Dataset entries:
Content starts
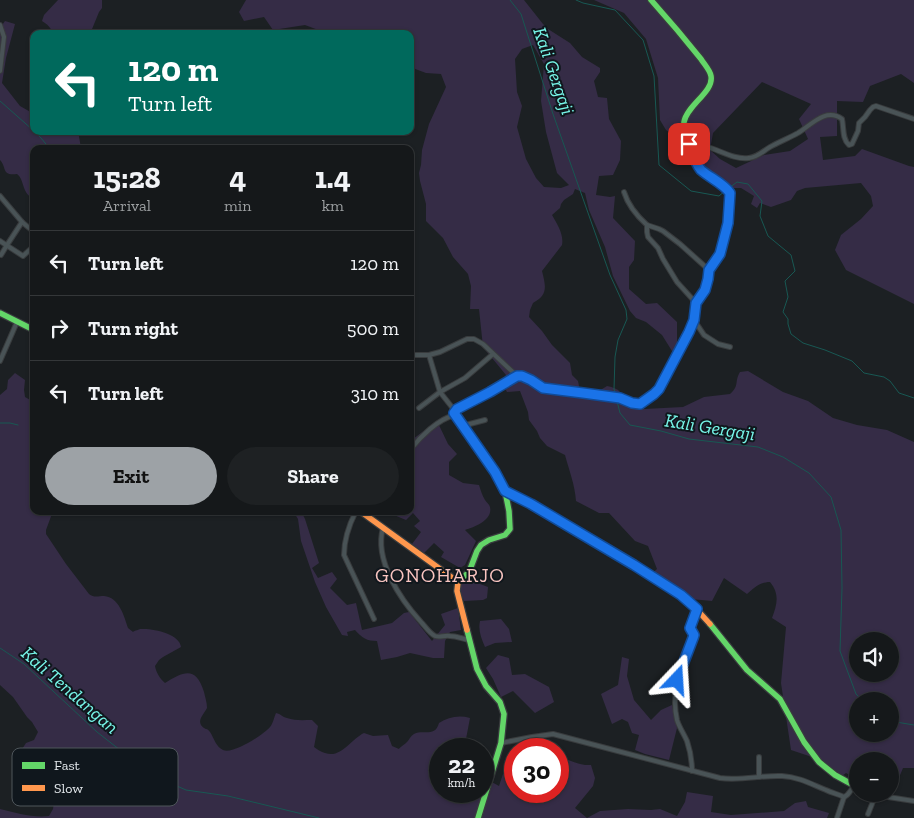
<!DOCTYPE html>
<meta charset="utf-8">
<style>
:root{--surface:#15181a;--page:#1e2123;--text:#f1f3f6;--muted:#9da0a2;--line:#343739;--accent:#9da2a6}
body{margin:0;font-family:"Zilla Slab",serif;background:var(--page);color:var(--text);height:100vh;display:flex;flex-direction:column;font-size:19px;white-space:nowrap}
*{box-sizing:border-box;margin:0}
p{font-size:16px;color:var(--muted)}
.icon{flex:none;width:28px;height:28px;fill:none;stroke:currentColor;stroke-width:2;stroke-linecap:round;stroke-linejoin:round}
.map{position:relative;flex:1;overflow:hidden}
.drawer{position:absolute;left:30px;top:145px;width:384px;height:370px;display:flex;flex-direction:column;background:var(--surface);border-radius:10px;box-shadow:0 1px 4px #0004,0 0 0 1px var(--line)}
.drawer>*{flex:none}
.guide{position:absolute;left:30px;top:30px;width:384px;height:105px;border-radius:10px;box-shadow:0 1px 4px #0004,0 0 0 1px var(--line);background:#00695c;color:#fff;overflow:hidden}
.buttons{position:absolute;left:849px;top:632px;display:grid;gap:10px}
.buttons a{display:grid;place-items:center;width:50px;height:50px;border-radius:50%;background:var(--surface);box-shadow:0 1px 4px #0004,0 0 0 1px var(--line);font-size:25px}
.speed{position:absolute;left:429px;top:738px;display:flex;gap:10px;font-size:25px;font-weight:700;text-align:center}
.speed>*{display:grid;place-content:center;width:65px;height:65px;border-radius:50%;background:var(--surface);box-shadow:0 1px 4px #0004,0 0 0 1px var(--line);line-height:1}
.speed small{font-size:12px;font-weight:400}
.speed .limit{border:8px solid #d22;background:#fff;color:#111}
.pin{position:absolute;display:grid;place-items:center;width:42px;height:42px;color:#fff;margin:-21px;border-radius:10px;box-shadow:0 2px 8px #0006}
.me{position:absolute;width:55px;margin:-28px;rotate:20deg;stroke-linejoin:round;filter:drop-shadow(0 0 4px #0008)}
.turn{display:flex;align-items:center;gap:18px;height:105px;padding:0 15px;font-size:22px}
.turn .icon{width:65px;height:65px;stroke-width:2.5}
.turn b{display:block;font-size:35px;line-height:42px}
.eta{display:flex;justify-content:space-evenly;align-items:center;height:85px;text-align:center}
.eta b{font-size:30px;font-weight:700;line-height:35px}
.cta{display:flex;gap:10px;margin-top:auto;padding:10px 15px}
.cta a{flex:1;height:58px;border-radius:30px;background:var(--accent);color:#111;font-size:20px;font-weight:700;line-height:58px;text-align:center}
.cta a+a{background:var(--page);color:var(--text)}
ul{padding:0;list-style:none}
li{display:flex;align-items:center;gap:15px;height:65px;padding:0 15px;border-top:1px solid var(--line)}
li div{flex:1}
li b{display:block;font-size:19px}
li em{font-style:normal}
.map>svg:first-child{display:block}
.green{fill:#352c46;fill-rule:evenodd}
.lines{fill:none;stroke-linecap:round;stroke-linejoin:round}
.stream{stroke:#185853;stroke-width:1}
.street-casing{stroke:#393c3e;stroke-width:6}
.fast-casing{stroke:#393c3e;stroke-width:8}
.slow-casing{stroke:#393c3e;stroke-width:8}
.street{stroke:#495356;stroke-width:4}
.fast{stroke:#63d668;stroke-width:5.5}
.slow{stroke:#ff974d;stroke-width:5.5}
.route-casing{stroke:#114b97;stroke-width:12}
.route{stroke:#1a73e8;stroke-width:9}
.labels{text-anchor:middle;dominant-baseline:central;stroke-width:4;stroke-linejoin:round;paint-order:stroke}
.water-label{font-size:19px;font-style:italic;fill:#77f6e9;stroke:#10171d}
.quarter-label{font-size:20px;letter-spacing:1px;fill:#f9c5c0;stroke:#10171d}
.key{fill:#10171d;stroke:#4f565b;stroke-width:1}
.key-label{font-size:14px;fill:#e3e8ec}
</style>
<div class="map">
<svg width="914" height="818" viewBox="0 0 914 818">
<rect width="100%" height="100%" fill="#1c2023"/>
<!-- green -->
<g class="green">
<path d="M58 0H102V8L99 12 90 34H52C52 28 47 24 42 21L44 15Z"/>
<path d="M246 0H524L543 24 548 29 570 43 582 57 600 68V72L594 81 598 97 607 98 609 119 621 141 620 160 613 175 599 176 596 195 610 197 615 196 613 218 635 241 634 260 629 267V289L646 304 657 303 677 322V343L680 346 672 351 662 335 646 322 636 318 630 311 613 276 605 247 589 210 585 193 575 189 573 194 564 200 561 204 560 208 552 215C557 224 564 234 562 245L542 271C546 287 548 295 533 303L530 310 529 317 542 331 552 345 570 363 572 375 578 381 579 386 577 396 586 397 599 391 607 386C620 389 621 391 624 404L644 409 683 407 704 397 730 394C740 385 734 382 740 372L748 371 783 392 808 401 833 418 857 425 887 430 914 442V768H903L898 780H890V761H858L857 779 846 773 842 776 821 760 791 750 781 683 786 627 772 618C777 605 780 594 770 582 760 582 754 588 747 594L724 578 712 601 680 598 671 593 663 586 647 578 657 569 648 546 635 541 609 513H599L576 501C575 485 569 470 565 455L547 446 540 438 537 431 529 420 528 412 520 391 507 392 501 381 506 375 483 347 479 309H470L471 286 468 274 453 257 443 238 426 221V204L420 181 419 173 421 165 422 150 429 124 446 87 441 74 426 73 410 67V34H329L305 25 273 30 264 17 244 21 239 12ZM533 45 544 64 541 101 546 132 557 173 569 185 561 188 544 187 536 178 526 159 517 127 522 106 517 92 515 59 522 49ZM858 641H890V674H858ZM858 701H890V734H858Z"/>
<path d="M594 0H914V83L901 74 870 86 863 102 837 101V136L820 137 823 160 855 156 862 149 909 166 914 167V304L846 270 835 250 841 235 861 219 873 206 871 196 861 183 805 188 797 191 791 200 771 207 760 203 757 208 751 204 754 196 741 188H733L707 171 687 153 682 141 666 130 660 120 658 78 646 39 624 13ZM762 82 811 104 799 119 808 139 790 151 764 155 736 168 720 159 710 150 713 133Z"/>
<path d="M5 21 15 24 6 58 2 83 20 106 34 114V131H78L81 148 34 149V199C21 193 25 180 17 174 1 176 7 167 0 160V28Z"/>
<path d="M15 373 25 380 24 390 25 397 32 401H34V511H53L46 530V534L66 564 89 594C94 598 98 596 104 596 119 597 124 616 128 628L133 632C134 631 140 629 141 629 153 628 180 634 181 647L163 657 159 660 155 666C156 672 160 679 165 683 184 671 196 666 204 692 205 697 207 702 207 708 204 714 195 722 204 728 207 730 207 728 210 732 214 738 216 747 223 750 233 755 264 734 270 727 273 724 274 717 276 713 281 714 282 717 287 718 295 721 304 720 312 720L318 726 314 747C317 749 321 752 325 753 341 759 351 739 364 733L373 736 388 735 392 746 399 749C399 748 405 744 406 743 409 741 410 736 414 734 423 729 435 738 439 723 448 717 459 715 470 718L466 739 482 749H440V791H482V749L489 761 488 780 499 786 503 774C507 773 511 771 515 773V791H558V755C567 760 581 766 591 765L595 778 593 786 575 808 587 818 600 811 628 809 651 810 660 809 677 816 685 802 687 792 713 796 711 812 731 815 784 811 795 803 806 801 808 807 829 813 827 818H0V809C16 813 33 818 49 816L53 809 58 776C48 762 36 768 21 765L17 757 26 743 34 740 38 732 32 722 27 717 13 697 0 685V395L7 389 8 380Z"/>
<path d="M437 421 448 444 457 454 449 462V475L463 483 479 485C481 491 482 495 485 500 487 503 489 504 490 507 493 520 475 527 465 530L476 541 465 565 460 568 441 557 444 552 434 543 424 553 412 544 421 532 414 526 420 521 413 513 406 520 394 515 399 511H410V436L413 439Z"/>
<path d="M293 511H301L305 519 319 563 312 568 318 578 332 572 337 579 330 588 347 605 356 603 362 630 392 623 404 613 409 612 432 641 445 625 441 614 458 608 461 630 450 632 445 641 444 658H433L410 653 397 657 381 660 377 641C367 641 362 638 355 630L347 632 348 636 342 635 326 607 315 582 301 541 298 519Z"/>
<path d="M464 580 480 584 488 587 487 598 483 600 464 601C460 593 457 587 464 580Z"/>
<path d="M501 619 509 629 512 642 495 643 485 647C481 638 478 630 480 621Z"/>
<polygon points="498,655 509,658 512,675 525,674 549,687 554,702 535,713 513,691 501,697 493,679 486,668"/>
<polygon points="622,657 629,659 627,676 634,700 651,720 661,710 672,705 677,728 669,760 645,754 635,750 639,735 632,733 628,722 622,719 612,724 601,694 618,685"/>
</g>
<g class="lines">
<!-- stream -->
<g class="stream">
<polyline points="510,0 521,14 553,114 610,275 626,310 627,319 618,340 615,357 614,389 616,397"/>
<polyline points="576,0 583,3 615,10 643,40 654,76 659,165 691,191 719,196 726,190"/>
<polyline points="0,101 34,131"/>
<polyline points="34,131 41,138 50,149"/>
<polyline points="729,188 737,182 748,184 762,201 760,216 768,236 791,255 795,271 785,281 788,297 783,312 788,319 788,324 791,334 803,343 825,350 852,361 864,373 884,377 890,381 899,393 914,398"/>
<polyline points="617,401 620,413 630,425 661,431 689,439 758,447 783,457 809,473 831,497 841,530 842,588 840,651 856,694 863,701"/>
<polyline points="0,423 10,423 18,425"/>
<polyline points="0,648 24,664 97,732 152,775 186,790 228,796 319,818"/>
<polyline points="890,721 914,725"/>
</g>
<!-- street casing -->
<g class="street-casing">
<g id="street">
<polyline points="0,25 4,37 0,71"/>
<path d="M689 144C696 144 702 145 708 147 721 151 735 160 749 158 758 157 763 151 770 147 779 142 789 138 798 133 811 125 826 107 842 119 844 128 842 139 849 145L852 144 858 131 859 123 865 117 870 110 873 107 876 106 914 119"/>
<path d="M624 192C628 205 637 216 647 225V232L648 237 658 248 663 259 677 282 696 303"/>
<polyline points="0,196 22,222 34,232"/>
<polyline points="647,225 659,229 663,231 680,244 709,270"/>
<polyline points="0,241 23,256 34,246"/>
<polyline points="1,255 7,245 22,222"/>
<polyline points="694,320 704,335 718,344 730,347"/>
<polyline points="410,355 429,355 440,352 467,339 474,339 483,344 517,376"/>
<polyline points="429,355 440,392 455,411"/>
<polyline points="0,361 17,322"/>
<polyline points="419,408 440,392 465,378 493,354"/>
<polyline points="462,426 485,420"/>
<path d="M410 450C420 437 438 419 455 415"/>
<path d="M356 511C349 525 344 540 344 555L374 619"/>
<path d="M383 528C374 560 400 599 421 622 425 626 429 633 435 636 440 638 444 635 450 636 456 636 463 639 469 640"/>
<path d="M501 743 532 737 553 734 720 778C741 781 761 775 782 776 799 777 811 784 826 790 832 793 838 794 844 797 850 795 850 789 855 786"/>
<polyline points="759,757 759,777"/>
<path d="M692 771C692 761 690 750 687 741 684 734 679 727 677 720 670 690 683 664 693 638L694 635 690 628 697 609"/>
<polyline points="879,794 888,797 914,801"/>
<polyline points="868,814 876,794"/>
<polyline points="837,818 844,797"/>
</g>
</g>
<!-- fast casing -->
<g class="fast-casing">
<g id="fast">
<path d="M651 0C668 19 685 39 701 59 704 64 710 70 711 76 714 92 687 105 684 122 683 132 690 146 693 155"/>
<polyline points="0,313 34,330"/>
<polyline points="458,582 469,572 477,551 481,545 489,540 505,535 510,529 509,511 505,491 502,484 455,415 455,411 517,376 522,376 531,380 543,389 583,393 619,399 632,403 640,404 654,395 659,389 685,339"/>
<polyline points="710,624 747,670 780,699 804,742 819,762 835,775 855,786"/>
<polyline points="467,630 477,669 486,686 500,702 504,714 501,743 478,818"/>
</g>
</g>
<!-- slow casing -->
<g class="slow-casing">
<g id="slow">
<path d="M685 339 694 320 696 303 705 290 709 270 719 253 724 240 728 223 730 193C722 183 710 179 701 170 697 166 695 160 693 155"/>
<polyline points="505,491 634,565 681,595 689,601 710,624"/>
<polyline points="360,511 458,582 457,591 467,630"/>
</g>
</g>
<!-- street -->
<use href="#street" class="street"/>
<!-- fast -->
<use href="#fast" class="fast"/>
<!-- slow -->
<use href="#slow" class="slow"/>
</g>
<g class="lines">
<!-- route casing -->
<g class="route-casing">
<path id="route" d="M677 680 693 638 694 635 690 628 697 609 681 595 634 565 531 504 505 491 495 472 454 413 457 409 490 392 517 376H522L531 380 543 388 583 393 620 398 632 403 640 404 654 394 659 389 689 332 694 320 696 303 705 290 708 279 709 270 720 254 728 223 730 193C723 183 710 178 701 170 695 163 692 152 689 144"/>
</g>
<!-- route -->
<use href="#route" class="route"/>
</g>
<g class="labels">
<!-- water labels -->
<g class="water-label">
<text transform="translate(554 71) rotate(71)">Kali Gergaji</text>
<text transform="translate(710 427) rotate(9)">Kali Gergaji</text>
<text transform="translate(70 690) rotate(41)">Kali Tendangan</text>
</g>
<!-- quarter labels -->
<g class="quarter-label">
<text x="440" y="575">GONOHARJO</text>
</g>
</g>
<!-- legend -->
<rect x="12" y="748" width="166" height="58" rx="8" class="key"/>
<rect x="22" y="762" width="23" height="7" fill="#63d668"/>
<rect x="22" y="785" width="23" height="6" fill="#ff974d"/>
<g class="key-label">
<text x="54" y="770">Fast</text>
<text x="54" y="793">Slow</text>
</g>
</svg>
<div class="buttons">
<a><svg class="icon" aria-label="sound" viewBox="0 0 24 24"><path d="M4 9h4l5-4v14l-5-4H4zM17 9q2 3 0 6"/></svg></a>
<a>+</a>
<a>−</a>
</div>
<div class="speed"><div>22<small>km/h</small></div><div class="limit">30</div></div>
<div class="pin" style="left:689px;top:144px;background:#d93025"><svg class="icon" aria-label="arrive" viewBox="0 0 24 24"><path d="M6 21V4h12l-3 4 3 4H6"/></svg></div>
<svg class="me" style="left:677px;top:680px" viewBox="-20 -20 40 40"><path d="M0-17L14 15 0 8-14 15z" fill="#1a73e8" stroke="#fff" stroke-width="4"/></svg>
<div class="guide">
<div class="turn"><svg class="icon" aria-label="left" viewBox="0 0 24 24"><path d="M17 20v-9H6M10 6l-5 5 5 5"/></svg><div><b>120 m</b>Turn left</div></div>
</div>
<section class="drawer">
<div class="eta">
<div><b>15:28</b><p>Arrival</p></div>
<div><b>4</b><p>min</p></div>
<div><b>1.4</b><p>km</p></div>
</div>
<ul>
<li><svg class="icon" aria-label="left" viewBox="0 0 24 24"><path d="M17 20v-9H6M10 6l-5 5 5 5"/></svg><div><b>Turn left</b></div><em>120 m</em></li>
<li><svg class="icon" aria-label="right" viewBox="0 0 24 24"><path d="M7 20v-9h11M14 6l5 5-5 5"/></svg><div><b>Turn right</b></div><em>500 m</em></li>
<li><svg class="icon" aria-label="left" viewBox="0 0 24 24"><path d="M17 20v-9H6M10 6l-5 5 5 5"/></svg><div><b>Turn left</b></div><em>310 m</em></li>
</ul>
<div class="cta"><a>Exit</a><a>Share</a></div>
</section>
</div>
Content ends
> **TASK ITEM**
A single number is the whole answer: report how many lines in the data above include the word "items".

> **RESULT OF THIS EXERCISE**
5